Quand l'assurance s'impose
Dorian Danielsen

PROTÉGER UNE PERSONNE À CHARGE

Pour l’assurance vie, les principaux besoins primordiaux des clients riches sont la protection des personnes à charge ; la couverture du manque de liquidité au décès ; et le respect des conditions d’une convention entre actionnaires.

D’abord, pour bien protéger les personnes à charge, l’assurance vie permet de gérer le risque découlant de la faible probabilité qu’un parent décède alors que ses enfants ne sont pas autonomes financièrement, par exemple. La gravité peut être énorme pour une famille si les revenus générés par la personne assurée prennent fin. Pour éviter la catastrophe financière possible, l’assuré préfère consacrer une partie de son budget annuel au versement d’une prime. À un âge avancé, on devine que la notion de perte de revenus est moins pertinente, notamment à la retraite.

COUVRIR UN MANQUE DE LIQUIDITÉ AU DÉCÈS

Ensuite, même si son actif est suffisant pour garantir son indépendance financière, le propriétaire d’un parc immobilier peut avoir un besoin d’assurance vie pour couvrir un manque de liquidité au décès.

Or, si ce client décède et qu’il ne transfère pas en franchise d’impôt à son conjoint ses actifs, celui-ci aura une facture fiscale immédiate. Cette facture résulte du fait qu’un client est présumé avoir disposé de ses actifs à leur juste valeur marchande, immédiatement avant son décès, selon les lois fiscales.

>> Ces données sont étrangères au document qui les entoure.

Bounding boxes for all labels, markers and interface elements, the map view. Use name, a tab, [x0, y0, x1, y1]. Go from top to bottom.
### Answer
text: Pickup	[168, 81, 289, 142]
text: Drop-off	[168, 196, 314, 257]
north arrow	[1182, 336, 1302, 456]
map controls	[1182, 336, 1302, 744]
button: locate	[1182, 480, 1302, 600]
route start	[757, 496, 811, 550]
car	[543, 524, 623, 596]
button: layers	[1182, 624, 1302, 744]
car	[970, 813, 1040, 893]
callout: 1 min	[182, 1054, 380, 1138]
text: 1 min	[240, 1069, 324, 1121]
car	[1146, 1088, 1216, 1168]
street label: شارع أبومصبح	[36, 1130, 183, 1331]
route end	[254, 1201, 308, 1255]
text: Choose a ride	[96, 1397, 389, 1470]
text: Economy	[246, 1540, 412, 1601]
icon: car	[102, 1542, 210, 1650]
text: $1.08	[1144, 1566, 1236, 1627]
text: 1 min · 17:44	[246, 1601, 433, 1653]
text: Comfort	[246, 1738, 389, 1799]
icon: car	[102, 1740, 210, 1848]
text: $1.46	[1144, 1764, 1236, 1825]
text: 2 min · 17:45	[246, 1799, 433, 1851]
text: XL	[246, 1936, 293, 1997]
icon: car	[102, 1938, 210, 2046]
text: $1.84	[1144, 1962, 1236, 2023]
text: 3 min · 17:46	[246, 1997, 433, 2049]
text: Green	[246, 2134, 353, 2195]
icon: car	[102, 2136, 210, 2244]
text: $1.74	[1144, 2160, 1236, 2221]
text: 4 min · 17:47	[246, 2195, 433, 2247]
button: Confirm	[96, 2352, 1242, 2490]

Ces genres de clients en affaires ont souvent peu de liquidités disponibles. Leur manque de liquidités s’explique parfois du fait qu’ils n’ont toujours pas trouvé satisfaisantes les occasions de vente d’un ou des immeubles. Comme il n’est pas souhaitable que les héritiers doivent effectuer une vente au rabais pour payer la facture fiscale, l’assurance vie permet de faire face aux déboursés.

L’option d’emprunter pour financer cette dette fiscale est souvent peu efficace, car les intérêts seraient possiblement non déductibles. En optant pour l’assurance vie, l’entrepreneur devra toutefois dégager une liquidité annuelle pour payer la prime.

S’il est dans les plans de créer des liquidités par une vente à moyen terme d’une partie des immeubles, le besoin d’assurance peut alors n’être que temporaire, ce qui réduit les déboursés du coût d’assurance.

FINANCER UNE CONVENTION ENTRE ACTIONNAIRES

Enfin, beaucoup de clients fortunés sont des entrepreneurs ayant des associés. Souvent, leur convention entre actionnaires exige une couverture d’assurance vie afin de garantir que l’entreprise aura les liquidités nécessaires au rachat des actions de l’associé défunt. Ainsi, on évite que les actions de ce dernier ne soient léguées à un partenaire d’affaires non désiré, comme le conjoint de cet associé ou ses héritiers.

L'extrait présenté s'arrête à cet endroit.